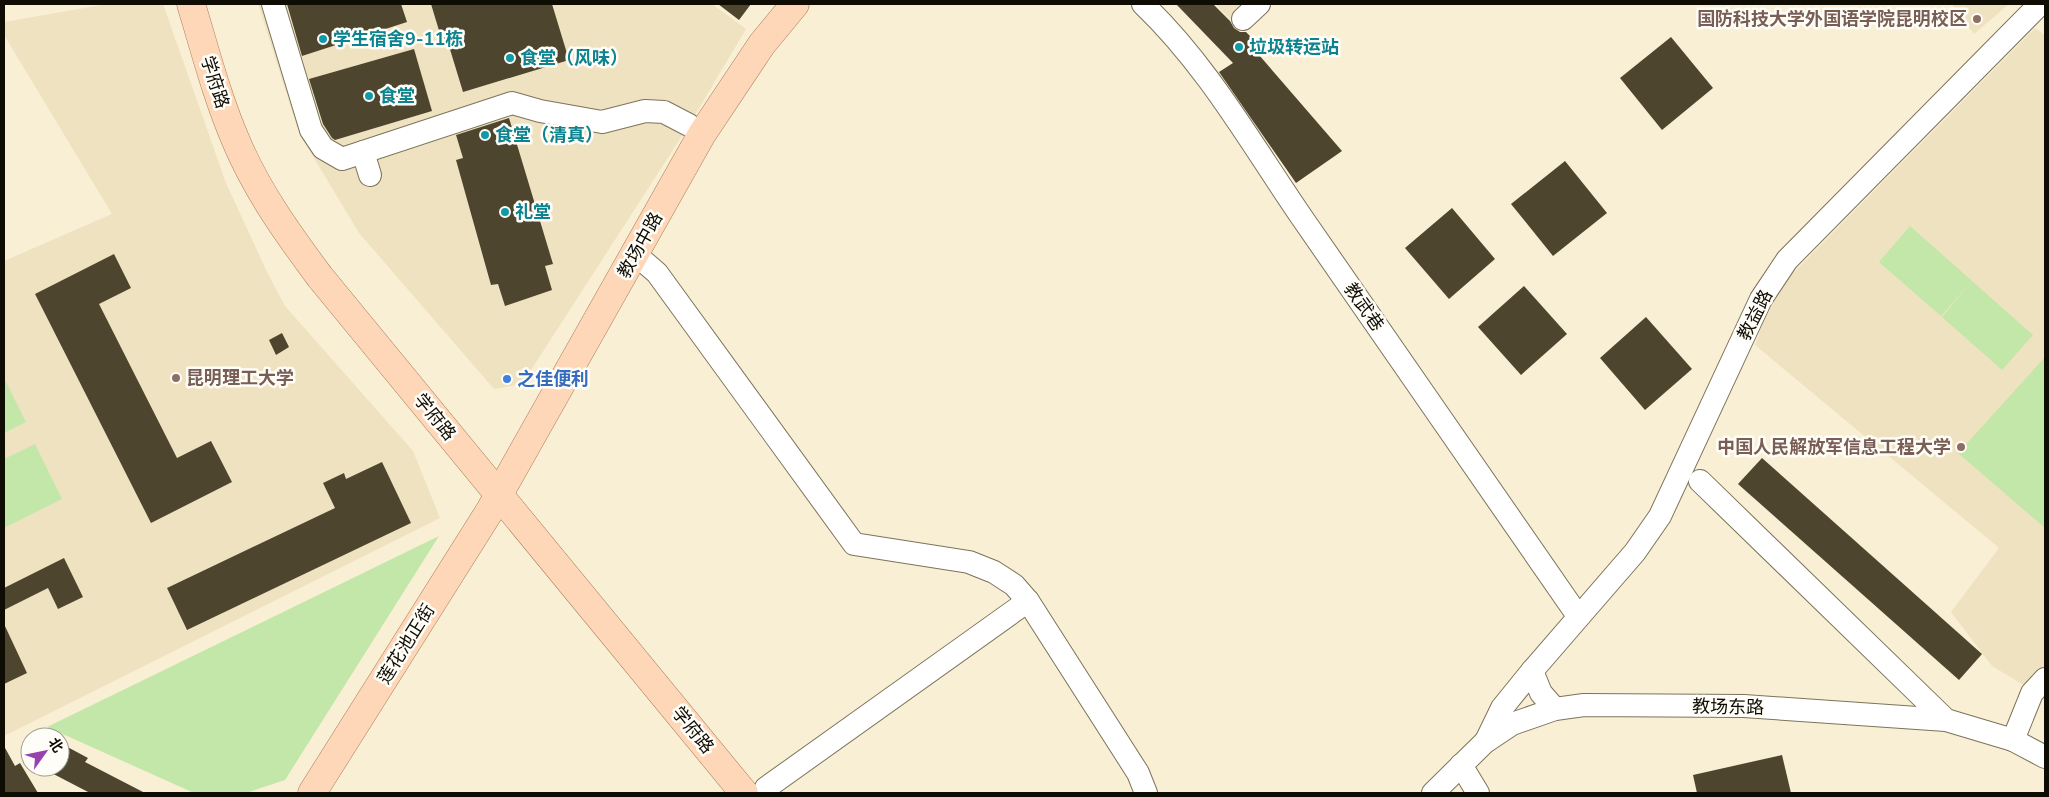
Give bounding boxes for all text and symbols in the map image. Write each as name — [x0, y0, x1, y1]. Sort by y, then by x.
place label: 国防科技大学外国语学院昆明校区 — [1697, 7, 1967, 31]
marker: 国防科技大学外国语学院昆明校区 — [1971, 13, 1983, 25]
place label: 学生宿舍9-11栋 — [333, 27, 463, 51]
marker: 学生宿舍9-11栋 — [317, 33, 329, 45]
place label: 垃圾转运站 — [1249, 35, 1339, 59]
marker: 垃圾转运站 — [1233, 41, 1245, 53]
place label: 食堂（风味） — [520, 46, 628, 70]
marker: 食堂（风味） — [504, 52, 516, 64]
street label: 学府路 — [195, 53, 235, 111]
place label: 食堂 — [379, 84, 415, 108]
marker: 食堂 — [363, 90, 375, 102]
place label: 食堂（清真） — [495, 123, 603, 147]
marker: 食堂（清真） — [479, 129, 491, 141]
place label: 礼堂 — [515, 200, 551, 224]
marker: 礼堂 — [499, 206, 511, 218]
street label: 教场中路 — [612, 208, 668, 282]
street label: 教武巷 — [1339, 278, 1389, 336]
street label: 教益路 — [1732, 285, 1778, 345]
place label: 昆明理工大学 — [186, 366, 294, 390]
place label: 之佳便利 — [517, 367, 589, 391]
marker: 昆明理工大学 — [170, 372, 182, 384]
marker: 之佳便利 — [501, 373, 513, 385]
street label: 学府路 — [409, 388, 461, 446]
place label: 中国人民解放军信息工程大学 — [1717, 435, 1951, 459]
marker: 中国人民解放军信息工程大学 — [1955, 441, 1967, 453]
street label: 莲花池正街 — [372, 599, 440, 689]
street label: 教场东路 — [1692, 694, 1764, 720]
street label: 学府路 — [667, 701, 719, 759]
north arrow — [20, 727, 70, 777]
text: 北 — [44, 734, 67, 756]

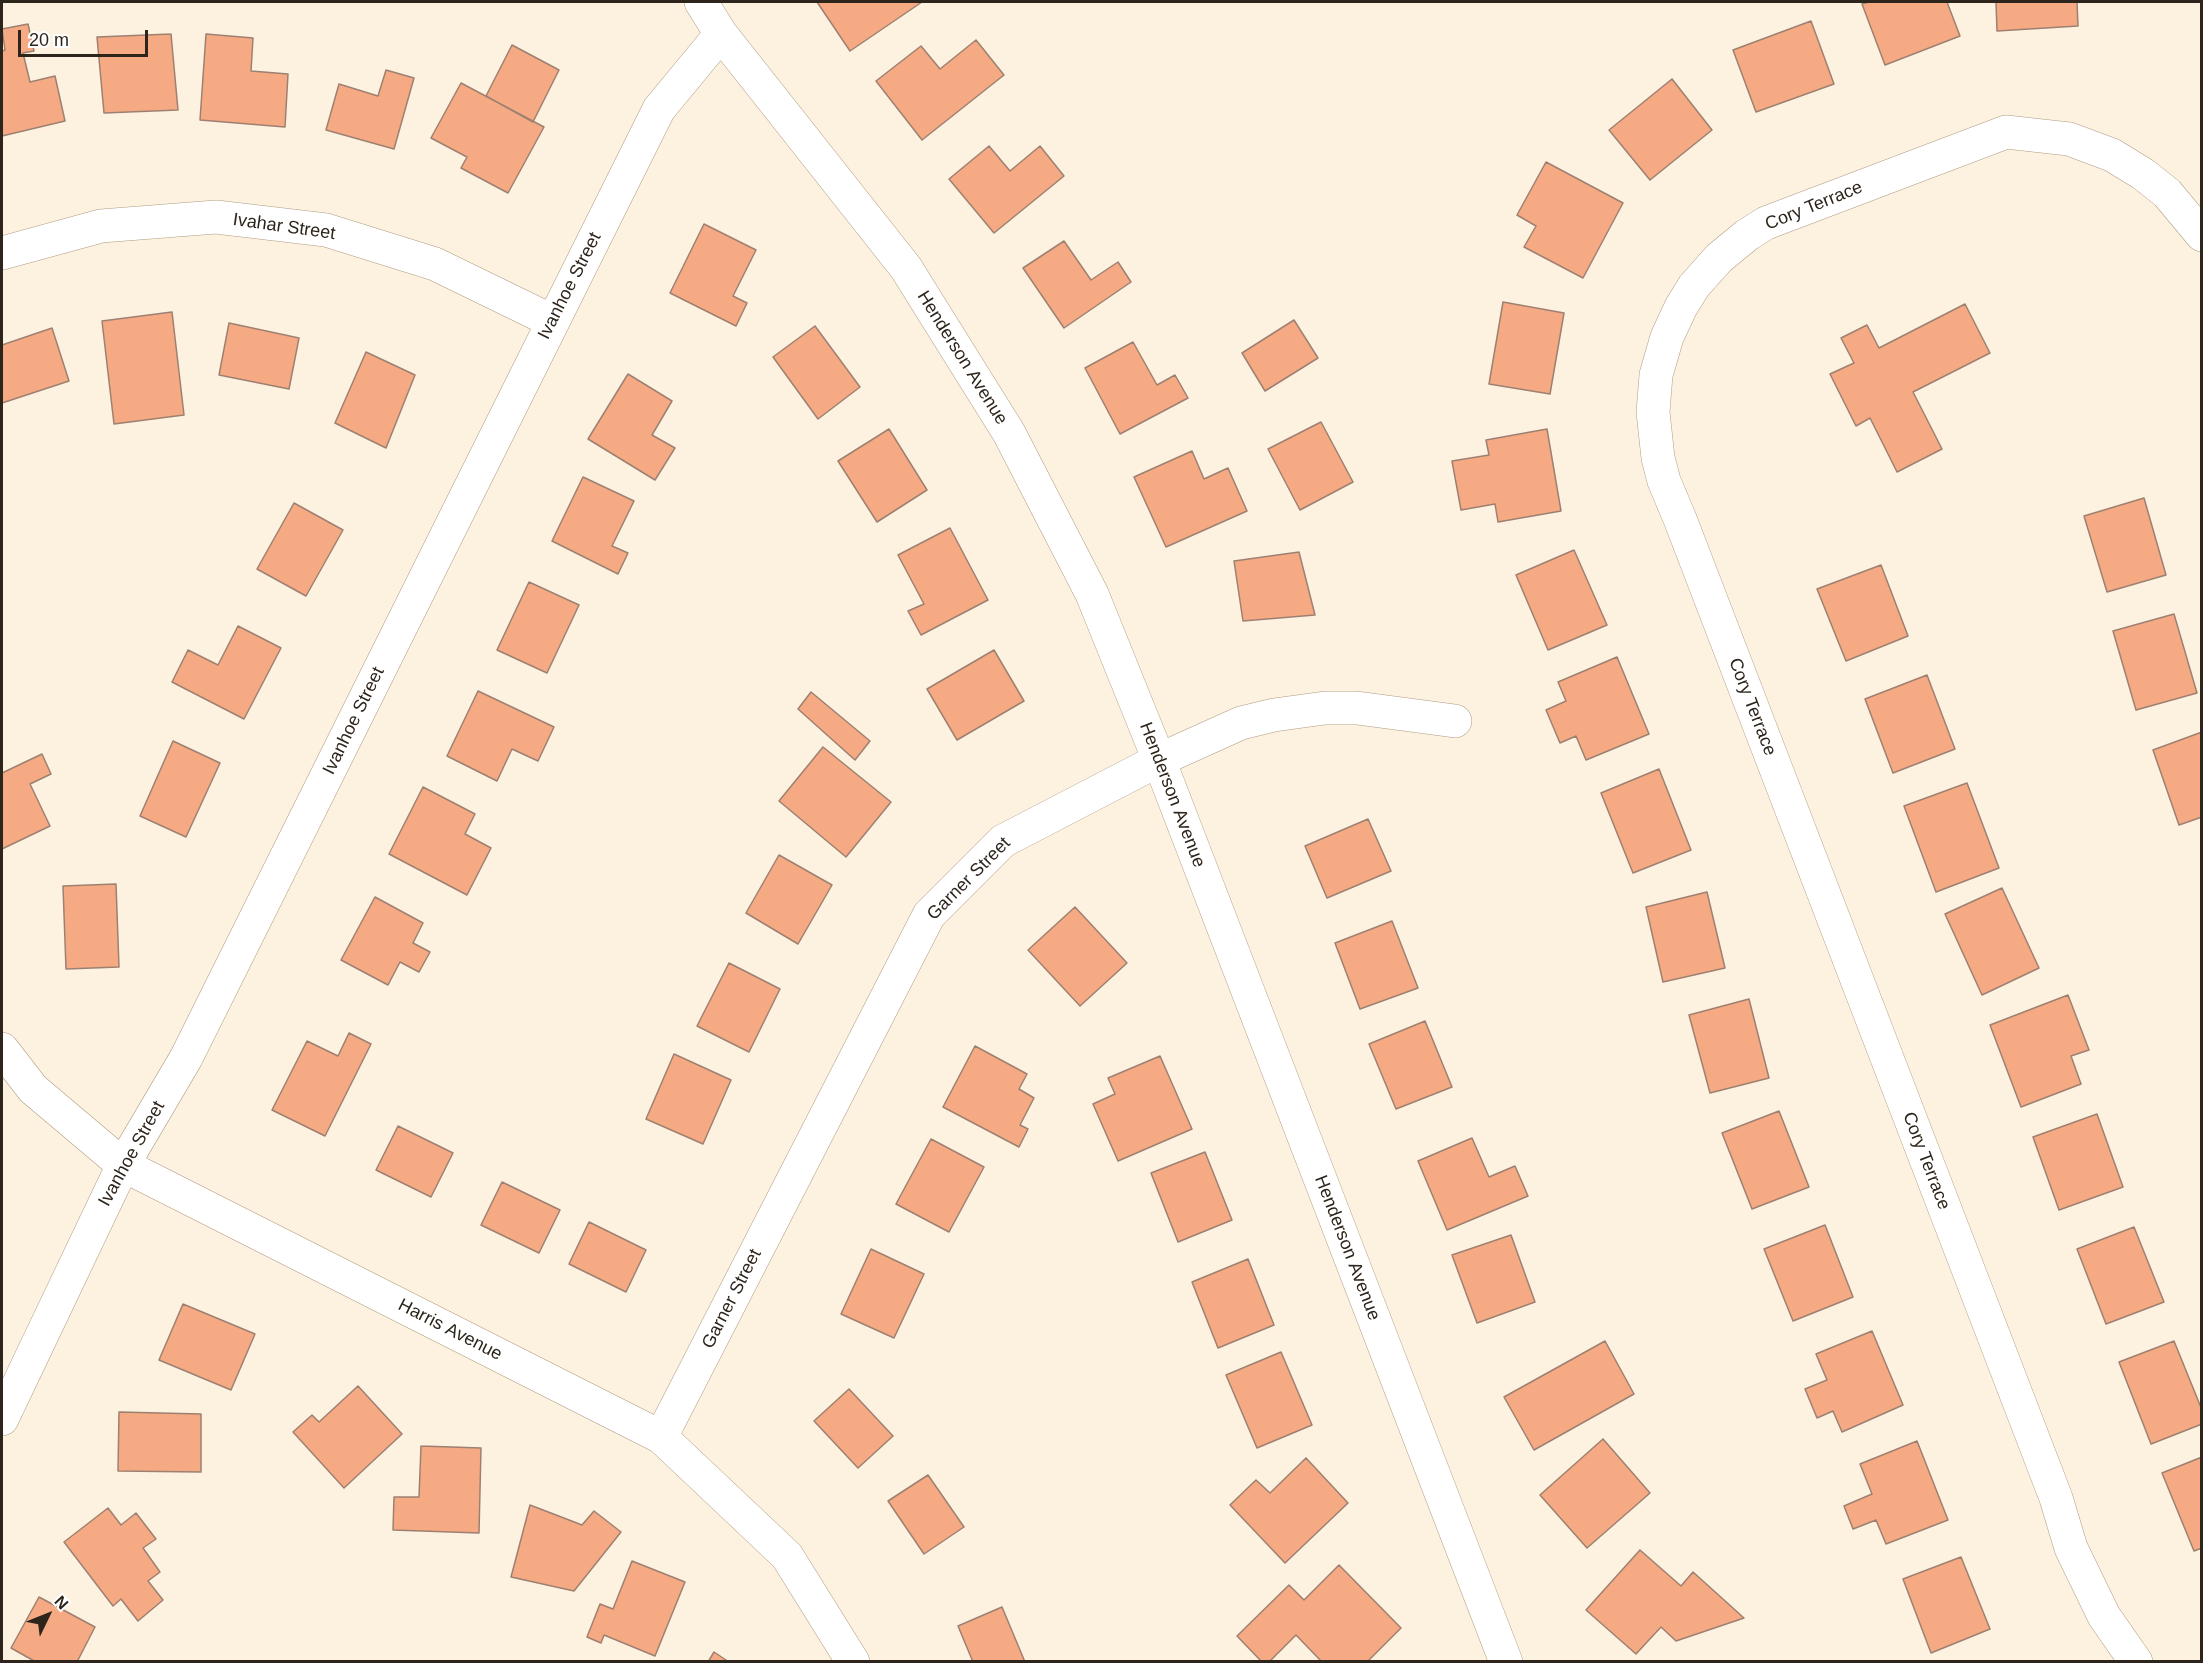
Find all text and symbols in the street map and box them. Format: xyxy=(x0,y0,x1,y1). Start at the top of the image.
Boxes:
scale bar xyxy=(21,18,152,56)
text: 20 m xyxy=(29,30,69,50)
street label: Cory Terrace xyxy=(1762,177,1866,235)
street label: Ivahar Street xyxy=(231,209,337,245)
street label: Ivanhoe Street xyxy=(534,229,606,343)
street label: Henderson Avenue xyxy=(912,287,1012,429)
street label: Cory Terrace xyxy=(1723,655,1781,759)
street label: Ivanhoe Street xyxy=(319,664,389,778)
street label: Henderson Avenue xyxy=(1134,719,1210,871)
street label: Garner Street xyxy=(923,833,1015,925)
street label: Ivanhoe Street xyxy=(94,1098,170,1210)
street label: Cory Terrace xyxy=(1897,1109,1955,1213)
street label: Henderson Avenue xyxy=(1309,1172,1385,1324)
street label: Garner Street xyxy=(698,1246,766,1352)
street label: Harris Avenue xyxy=(394,1295,506,1365)
north arrow xyxy=(18,1585,78,1645)
text: N xyxy=(51,1592,72,1612)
::::::::
* [EXERCISE PROMPT]:
Return, word for word, the line containing "Find all text" and all lines after it through the last line of the records, and nothing else.

* [OUTPUT FOR THIS TASK]:
Find all text and symbols in the street map and box them. Format: xyxy=(x0,y0,x1,y1). Start at the top of the image.
Boxes:
scale bar xyxy=(21,18,152,56)
text: 20 m xyxy=(29,30,69,50)
street label: Cory Terrace xyxy=(1762,177,1866,235)
street label: Ivahar Street xyxy=(231,209,337,245)
street label: Ivanhoe Street xyxy=(534,229,606,343)
street label: Henderson Avenue xyxy=(912,287,1012,429)
street label: Cory Terrace xyxy=(1723,655,1781,759)
street label: Ivanhoe Street xyxy=(319,664,389,778)
street label: Henderson Avenue xyxy=(1134,719,1210,871)
street label: Garner Street xyxy=(923,833,1015,925)
street label: Ivanhoe Street xyxy=(94,1098,170,1210)
street label: Cory Terrace xyxy=(1897,1109,1955,1213)
street label: Henderson Avenue xyxy=(1309,1172,1385,1324)
street label: Garner Street xyxy=(698,1246,766,1352)
street label: Harris Avenue xyxy=(394,1295,506,1365)
north arrow xyxy=(18,1585,78,1645)
text: N xyxy=(51,1592,72,1612)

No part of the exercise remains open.